• Exercise requirements
Return the records in full, with every character preserved.

Records contained in a dataset:
:::::

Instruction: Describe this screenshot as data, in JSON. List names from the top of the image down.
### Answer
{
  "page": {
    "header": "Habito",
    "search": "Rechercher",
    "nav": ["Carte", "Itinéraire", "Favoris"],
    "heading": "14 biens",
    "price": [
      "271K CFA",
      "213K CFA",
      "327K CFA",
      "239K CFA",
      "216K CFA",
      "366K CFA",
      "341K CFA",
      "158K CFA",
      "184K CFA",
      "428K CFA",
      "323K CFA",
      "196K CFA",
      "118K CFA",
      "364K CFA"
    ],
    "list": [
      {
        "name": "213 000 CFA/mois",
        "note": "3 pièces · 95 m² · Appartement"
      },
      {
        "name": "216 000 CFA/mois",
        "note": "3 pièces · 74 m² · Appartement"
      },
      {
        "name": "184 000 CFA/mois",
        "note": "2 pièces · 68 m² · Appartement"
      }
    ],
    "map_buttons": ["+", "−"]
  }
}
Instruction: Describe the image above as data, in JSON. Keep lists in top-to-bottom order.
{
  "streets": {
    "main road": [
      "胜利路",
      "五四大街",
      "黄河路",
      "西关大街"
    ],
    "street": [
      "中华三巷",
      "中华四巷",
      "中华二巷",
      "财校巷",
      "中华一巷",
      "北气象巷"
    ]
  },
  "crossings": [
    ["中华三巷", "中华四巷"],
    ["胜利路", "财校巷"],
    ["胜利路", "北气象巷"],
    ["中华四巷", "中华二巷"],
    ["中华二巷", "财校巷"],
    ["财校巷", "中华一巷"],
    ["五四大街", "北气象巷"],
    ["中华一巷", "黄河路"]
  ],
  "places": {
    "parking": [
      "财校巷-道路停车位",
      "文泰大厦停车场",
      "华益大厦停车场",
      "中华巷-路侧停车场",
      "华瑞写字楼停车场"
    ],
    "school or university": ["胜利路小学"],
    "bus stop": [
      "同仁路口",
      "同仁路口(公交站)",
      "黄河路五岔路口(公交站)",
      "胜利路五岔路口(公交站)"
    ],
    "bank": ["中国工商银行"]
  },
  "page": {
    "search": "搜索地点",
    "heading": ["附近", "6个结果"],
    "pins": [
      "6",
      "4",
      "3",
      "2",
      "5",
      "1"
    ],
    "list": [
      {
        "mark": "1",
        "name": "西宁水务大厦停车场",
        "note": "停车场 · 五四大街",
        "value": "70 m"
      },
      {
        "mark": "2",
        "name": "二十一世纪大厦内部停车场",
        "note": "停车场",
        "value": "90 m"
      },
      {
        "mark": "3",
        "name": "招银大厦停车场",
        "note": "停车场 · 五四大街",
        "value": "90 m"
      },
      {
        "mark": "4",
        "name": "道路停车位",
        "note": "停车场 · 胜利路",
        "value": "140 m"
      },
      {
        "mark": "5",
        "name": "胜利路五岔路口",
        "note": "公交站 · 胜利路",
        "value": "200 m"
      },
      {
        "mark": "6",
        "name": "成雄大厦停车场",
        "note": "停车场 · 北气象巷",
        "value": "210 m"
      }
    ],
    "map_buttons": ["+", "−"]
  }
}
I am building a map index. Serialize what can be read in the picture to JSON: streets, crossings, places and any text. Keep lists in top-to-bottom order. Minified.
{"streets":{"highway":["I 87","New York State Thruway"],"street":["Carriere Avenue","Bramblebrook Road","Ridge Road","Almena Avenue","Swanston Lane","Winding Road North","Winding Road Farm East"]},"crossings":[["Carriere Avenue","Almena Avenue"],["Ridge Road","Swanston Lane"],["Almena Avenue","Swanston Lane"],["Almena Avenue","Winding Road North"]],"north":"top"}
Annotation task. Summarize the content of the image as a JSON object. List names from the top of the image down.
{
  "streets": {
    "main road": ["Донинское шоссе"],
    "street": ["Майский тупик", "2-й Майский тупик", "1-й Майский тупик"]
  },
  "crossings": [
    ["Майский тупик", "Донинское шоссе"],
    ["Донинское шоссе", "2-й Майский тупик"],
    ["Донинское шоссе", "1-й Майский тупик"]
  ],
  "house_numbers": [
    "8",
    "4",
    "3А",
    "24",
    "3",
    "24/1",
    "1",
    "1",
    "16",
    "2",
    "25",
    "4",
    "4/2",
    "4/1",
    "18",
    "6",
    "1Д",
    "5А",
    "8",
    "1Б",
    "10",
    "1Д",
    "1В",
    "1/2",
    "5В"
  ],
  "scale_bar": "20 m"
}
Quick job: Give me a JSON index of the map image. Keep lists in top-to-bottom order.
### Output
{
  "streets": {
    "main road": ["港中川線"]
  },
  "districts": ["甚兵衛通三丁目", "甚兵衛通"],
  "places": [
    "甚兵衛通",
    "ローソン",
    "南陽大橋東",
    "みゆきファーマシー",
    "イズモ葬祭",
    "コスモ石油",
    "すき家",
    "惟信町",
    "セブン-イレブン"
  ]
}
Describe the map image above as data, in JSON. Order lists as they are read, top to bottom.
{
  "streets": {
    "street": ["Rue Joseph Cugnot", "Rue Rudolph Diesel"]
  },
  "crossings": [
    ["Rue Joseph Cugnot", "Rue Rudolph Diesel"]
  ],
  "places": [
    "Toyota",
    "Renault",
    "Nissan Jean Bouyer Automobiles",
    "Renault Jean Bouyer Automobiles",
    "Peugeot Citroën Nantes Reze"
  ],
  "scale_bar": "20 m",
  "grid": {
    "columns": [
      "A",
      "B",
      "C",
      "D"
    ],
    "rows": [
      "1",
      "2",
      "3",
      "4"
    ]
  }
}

:::::

• Task answer
Instruction: Describe this screenshot as data, in JSON. List names from the top of the image down.
### Answer
{
  "page": {
    "header": "Habito",
    "search": "Rechercher",
    "nav": ["Carte", "Itinéraire", "Favoris"],
    "heading": "14 biens",
    "price": [
      "271K CFA",
      "213K CFA",
      "327K CFA",
      "239K CFA",
      "216K CFA",
      "366K CFA",
      "341K CFA",
      "158K CFA",
      "184K CFA",
      "428K CFA",
      "323K CFA",
      "196K CFA",
      "118K CFA",
      "364K CFA"
    ],
    "list": [
      {
        "name": "213 000 CFA/mois",
        "note": "3 pièces · 95 m² · Appartement"
      },
      {
        "name": "216 000 CFA/mois",
        "note": "3 pièces · 74 m² · Appartement"
      },
      {
        "name": "184 000 CFA/mois",
        "note": "2 pièces · 68 m² · Appartement"
      }
    ],
    "map_buttons": ["+", "−"]
  }
}
Instruction: Describe the image above as data, in JSON. Keep lists in top-to-bottom order.
{
  "streets": {
    "main road": [
      "胜利路",
      "五四大街",
      "黄河路",
      "西关大街"
    ],
    "street": [
      "中华三巷",
      "中华四巷",
      "中华二巷",
      "财校巷",
      "中华一巷",
      "北气象巷"
    ]
  },
  "crossings": [
    ["中华三巷", "中华四巷"],
    ["胜利路", "财校巷"],
    ["胜利路", "北气象巷"],
    ["中华四巷", "中华二巷"],
    ["中华二巷", "财校巷"],
    ["财校巷", "中华一巷"],
    ["五四大街", "北气象巷"],
    ["中华一巷", "黄河路"]
  ],
  "places": {
    "parking": [
      "财校巷-道路停车位",
      "文泰大厦停车场",
      "华益大厦停车场",
      "中华巷-路侧停车场",
      "华瑞写字楼停车场"
    ],
    "school or university": ["胜利路小学"],
    "bus stop": [
      "同仁路口",
      "同仁路口(公交站)",
      "黄河路五岔路口(公交站)",
      "胜利路五岔路口(公交站)"
    ],
    "bank": ["中国工商银行"]
  },
  "page": {
    "search": "搜索地点",
    "heading": ["附近", "6个结果"],
    "pins": [
      "6",
      "4",
      "3",
      "2",
      "5",
      "1"
    ],
    "list": [
      {
        "mark": "1",
        "name": "西宁水务大厦停车场",
        "note": "停车场 · 五四大街",
        "value": "70 m"
      },
      {
        "mark": "2",
        "name": "二十一世纪大厦内部停车场",
        "note": "停车场",
        "value": "90 m"
      },
      {
        "mark": "3",
        "name": "招银大厦停车场",
        "note": "停车场 · 五四大街",
        "value": "90 m"
      },
      {
        "mark": "4",
        "name": "道路停车位",
        "note": "停车场 · 胜利路",
        "value": "140 m"
      },
      {
        "mark": "5",
        "name": "胜利路五岔路口",
        "note": "公交站 · 胜利路",
        "value": "200 m"
      },
      {
        "mark": "6",
        "name": "成雄大厦停车场",
        "note": "停车场 · 北气象巷",
        "value": "210 m"
      }
    ],
    "map_buttons": ["+", "−"]
  }
}
I am building a map index. Serialize what can be read in the picture to JSON: streets, crossings, places and any text. Keep lists in top-to-bottom order. Minified.
{"streets":{"highway":["I 87","New York State Thruway"],"street":["Carriere Avenue","Bramblebrook Road","Ridge Road","Almena Avenue","Swanston Lane","Winding Road North","Winding Road Farm East"]},"crossings":[["Carriere Avenue","Almena Avenue"],["Ridge Road","Swanston Lane"],["Almena Avenue","Swanston Lane"],["Almena Avenue","Winding Road North"]],"north":"top"}
Annotation task. Summarize the content of the image as a JSON object. List names from the top of the image down.
{
  "streets": {
    "main road": ["Донинское шоссе"],
    "street": ["Майский тупик", "2-й Майский тупик", "1-й Майский тупик"]
  },
  "crossings": [
    ["Майский тупик", "Донинское шоссе"],
    ["Донинское шоссе", "2-й Майский тупик"],
    ["Донинское шоссе", "1-й Майский тупик"]
  ],
  "house_numbers": [
    "8",
    "4",
    "3А",
    "24",
    "3",
    "24/1",
    "1",
    "1",
    "16",
    "2",
    "25",
    "4",
    "4/2",
    "4/1",
    "18",
    "6",
    "1Д",
    "5А",
    "8",
    "1Б",
    "10",
    "1Д",
    "1В",
    "1/2",
    "5В"
  ],
  "scale_bar": "20 m"
}
Quick job: Give me a JSON index of the map image. Keep lists in top-to-bottom order.
### Output
{
  "streets": {
    "main road": ["港中川線"]
  },
  "districts": ["甚兵衛通三丁目", "甚兵衛通"],
  "places": [
    "甚兵衛通",
    "ローソン",
    "南陽大橋東",
    "みゆきファーマシー",
    "イズモ葬祭",
    "コスモ石油",
    "すき家",
    "惟信町",
    "セブン-イレブン"
  ]
}
Describe the map image above as data, in JSON. Order lists as they are read, top to bottom.
{
  "streets": {
    "street": ["Rue Joseph Cugnot", "Rue Rudolph Diesel"]
  },
  "crossings": [
    ["Rue Joseph Cugnot", "Rue Rudolph Diesel"]
  ],
  "places": [
    "Toyota",
    "Renault",
    "Nissan Jean Bouyer Automobiles",
    "Renault Jean Bouyer Automobiles",
    "Peugeot Citroën Nantes Reze"
  ],
  "scale_bar": "20 m",
  "grid": {
    "columns": [
      "A",
      "B",
      "C",
      "D"
    ],
    "rows": [
      "1",
      "2",
      "3",
      "4"
    ]
  }
}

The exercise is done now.